Work to be completed:
Filter the records for "Annotation" and keep each line that has it.

[Data records]
↓↓↓

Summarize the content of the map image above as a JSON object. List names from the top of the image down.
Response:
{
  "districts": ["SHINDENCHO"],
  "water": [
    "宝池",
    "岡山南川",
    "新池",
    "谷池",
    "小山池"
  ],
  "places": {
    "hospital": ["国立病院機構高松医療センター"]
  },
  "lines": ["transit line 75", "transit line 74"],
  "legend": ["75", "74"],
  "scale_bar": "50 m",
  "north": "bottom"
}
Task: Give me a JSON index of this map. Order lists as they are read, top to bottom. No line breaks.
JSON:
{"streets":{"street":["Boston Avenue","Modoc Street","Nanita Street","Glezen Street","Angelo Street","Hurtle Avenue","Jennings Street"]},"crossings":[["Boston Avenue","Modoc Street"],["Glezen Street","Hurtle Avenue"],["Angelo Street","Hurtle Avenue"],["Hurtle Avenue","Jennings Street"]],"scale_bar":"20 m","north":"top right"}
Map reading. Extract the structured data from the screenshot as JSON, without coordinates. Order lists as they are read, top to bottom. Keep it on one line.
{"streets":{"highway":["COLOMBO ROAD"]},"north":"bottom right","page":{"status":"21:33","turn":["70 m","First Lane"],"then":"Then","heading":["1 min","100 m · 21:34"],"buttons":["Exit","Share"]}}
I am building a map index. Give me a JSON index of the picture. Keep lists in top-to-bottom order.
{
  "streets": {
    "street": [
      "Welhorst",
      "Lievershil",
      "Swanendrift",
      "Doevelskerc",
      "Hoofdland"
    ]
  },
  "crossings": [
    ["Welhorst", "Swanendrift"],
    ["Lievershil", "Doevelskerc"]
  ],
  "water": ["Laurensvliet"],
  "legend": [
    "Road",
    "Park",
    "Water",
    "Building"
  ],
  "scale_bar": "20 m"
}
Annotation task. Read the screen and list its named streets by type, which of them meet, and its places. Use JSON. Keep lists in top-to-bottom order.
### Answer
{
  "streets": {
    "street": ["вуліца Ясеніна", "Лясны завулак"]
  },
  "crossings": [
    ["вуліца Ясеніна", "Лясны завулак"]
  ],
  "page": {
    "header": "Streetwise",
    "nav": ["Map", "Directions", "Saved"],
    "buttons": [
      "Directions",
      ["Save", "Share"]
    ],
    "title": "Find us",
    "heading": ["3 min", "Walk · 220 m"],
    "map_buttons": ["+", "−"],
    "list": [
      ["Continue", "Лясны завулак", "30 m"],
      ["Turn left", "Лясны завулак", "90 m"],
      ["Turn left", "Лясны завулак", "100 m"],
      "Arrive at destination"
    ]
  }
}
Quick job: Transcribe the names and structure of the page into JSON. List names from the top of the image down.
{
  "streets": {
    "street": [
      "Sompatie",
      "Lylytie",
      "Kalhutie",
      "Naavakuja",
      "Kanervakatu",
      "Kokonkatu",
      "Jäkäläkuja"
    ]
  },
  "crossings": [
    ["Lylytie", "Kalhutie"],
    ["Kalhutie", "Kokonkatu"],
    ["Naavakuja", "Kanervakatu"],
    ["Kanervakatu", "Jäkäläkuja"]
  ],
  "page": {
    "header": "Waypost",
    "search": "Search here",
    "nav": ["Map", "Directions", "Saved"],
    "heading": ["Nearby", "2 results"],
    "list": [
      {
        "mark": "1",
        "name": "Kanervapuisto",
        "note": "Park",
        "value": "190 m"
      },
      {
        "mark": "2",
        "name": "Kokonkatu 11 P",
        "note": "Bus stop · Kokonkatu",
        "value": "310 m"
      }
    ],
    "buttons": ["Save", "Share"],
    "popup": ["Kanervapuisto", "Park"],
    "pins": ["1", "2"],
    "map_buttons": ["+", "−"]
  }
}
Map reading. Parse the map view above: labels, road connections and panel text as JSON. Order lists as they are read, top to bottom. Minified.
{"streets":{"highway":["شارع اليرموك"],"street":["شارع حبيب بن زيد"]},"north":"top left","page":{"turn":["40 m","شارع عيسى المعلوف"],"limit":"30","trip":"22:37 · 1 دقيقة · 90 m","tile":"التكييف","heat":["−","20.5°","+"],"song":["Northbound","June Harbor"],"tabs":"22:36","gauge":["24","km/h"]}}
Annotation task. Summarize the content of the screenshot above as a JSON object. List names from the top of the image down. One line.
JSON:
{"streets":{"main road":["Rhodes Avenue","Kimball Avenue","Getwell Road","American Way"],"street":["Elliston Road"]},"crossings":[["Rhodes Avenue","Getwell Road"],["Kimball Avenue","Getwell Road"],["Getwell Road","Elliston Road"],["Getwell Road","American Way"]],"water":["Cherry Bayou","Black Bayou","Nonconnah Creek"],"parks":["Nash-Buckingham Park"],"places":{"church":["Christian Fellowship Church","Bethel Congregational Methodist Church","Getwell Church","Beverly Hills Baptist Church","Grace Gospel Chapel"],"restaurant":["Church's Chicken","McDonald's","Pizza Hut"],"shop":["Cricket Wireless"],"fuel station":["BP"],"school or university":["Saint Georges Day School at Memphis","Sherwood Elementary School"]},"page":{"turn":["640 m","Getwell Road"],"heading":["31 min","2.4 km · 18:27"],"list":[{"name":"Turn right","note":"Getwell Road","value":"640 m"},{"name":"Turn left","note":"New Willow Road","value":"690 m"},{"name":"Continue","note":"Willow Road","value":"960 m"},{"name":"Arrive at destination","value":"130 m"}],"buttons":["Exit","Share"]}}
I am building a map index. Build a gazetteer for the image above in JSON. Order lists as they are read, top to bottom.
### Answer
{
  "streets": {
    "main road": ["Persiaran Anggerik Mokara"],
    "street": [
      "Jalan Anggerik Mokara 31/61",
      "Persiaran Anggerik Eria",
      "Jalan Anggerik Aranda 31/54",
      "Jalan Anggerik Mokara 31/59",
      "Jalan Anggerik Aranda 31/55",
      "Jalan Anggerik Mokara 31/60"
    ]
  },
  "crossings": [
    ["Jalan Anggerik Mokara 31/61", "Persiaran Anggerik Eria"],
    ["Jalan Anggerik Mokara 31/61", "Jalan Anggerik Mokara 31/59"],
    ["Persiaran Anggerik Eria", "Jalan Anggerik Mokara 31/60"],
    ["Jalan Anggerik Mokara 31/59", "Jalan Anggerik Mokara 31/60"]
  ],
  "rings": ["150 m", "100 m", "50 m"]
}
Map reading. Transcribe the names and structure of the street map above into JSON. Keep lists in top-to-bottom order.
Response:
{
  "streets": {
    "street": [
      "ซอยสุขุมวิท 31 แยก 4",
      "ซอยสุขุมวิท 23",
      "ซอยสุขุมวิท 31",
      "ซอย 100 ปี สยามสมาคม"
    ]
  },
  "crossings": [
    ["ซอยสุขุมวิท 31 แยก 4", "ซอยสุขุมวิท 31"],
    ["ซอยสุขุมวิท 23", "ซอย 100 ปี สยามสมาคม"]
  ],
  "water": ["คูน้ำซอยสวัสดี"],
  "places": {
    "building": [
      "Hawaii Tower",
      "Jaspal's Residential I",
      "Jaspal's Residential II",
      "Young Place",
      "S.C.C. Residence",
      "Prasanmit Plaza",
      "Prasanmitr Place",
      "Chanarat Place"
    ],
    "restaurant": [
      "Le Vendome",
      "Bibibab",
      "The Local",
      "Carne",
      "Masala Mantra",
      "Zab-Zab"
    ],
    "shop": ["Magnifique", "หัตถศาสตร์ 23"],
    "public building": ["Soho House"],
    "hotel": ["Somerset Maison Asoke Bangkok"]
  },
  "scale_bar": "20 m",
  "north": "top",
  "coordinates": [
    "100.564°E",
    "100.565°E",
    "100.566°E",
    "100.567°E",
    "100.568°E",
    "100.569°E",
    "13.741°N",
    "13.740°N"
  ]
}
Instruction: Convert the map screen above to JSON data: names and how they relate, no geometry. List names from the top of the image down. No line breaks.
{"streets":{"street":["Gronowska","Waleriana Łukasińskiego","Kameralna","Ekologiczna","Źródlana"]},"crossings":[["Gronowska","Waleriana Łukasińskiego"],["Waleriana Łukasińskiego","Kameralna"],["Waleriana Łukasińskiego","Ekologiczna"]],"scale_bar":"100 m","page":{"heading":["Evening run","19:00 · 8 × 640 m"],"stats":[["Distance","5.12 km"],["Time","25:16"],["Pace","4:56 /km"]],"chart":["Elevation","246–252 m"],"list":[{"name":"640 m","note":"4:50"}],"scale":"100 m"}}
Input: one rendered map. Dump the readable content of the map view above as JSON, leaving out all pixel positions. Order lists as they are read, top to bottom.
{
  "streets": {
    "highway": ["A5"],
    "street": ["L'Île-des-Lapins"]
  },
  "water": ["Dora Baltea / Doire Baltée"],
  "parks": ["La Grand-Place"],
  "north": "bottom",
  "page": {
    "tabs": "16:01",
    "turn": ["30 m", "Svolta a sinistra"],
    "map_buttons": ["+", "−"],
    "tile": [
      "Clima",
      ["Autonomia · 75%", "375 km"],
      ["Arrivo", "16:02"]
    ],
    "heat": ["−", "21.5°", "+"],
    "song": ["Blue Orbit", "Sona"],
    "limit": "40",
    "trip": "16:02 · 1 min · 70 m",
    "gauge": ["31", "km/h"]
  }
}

↑↑↑

Written reply:
Annotation task. Read the screen and list its named streets by type, which of them meet, and its places. Use JSON. Keep lists in top-to-bottom order.
Annotation task. Summarize the content of the screenshot above as a JSON object. List names from the top of the image down. One line.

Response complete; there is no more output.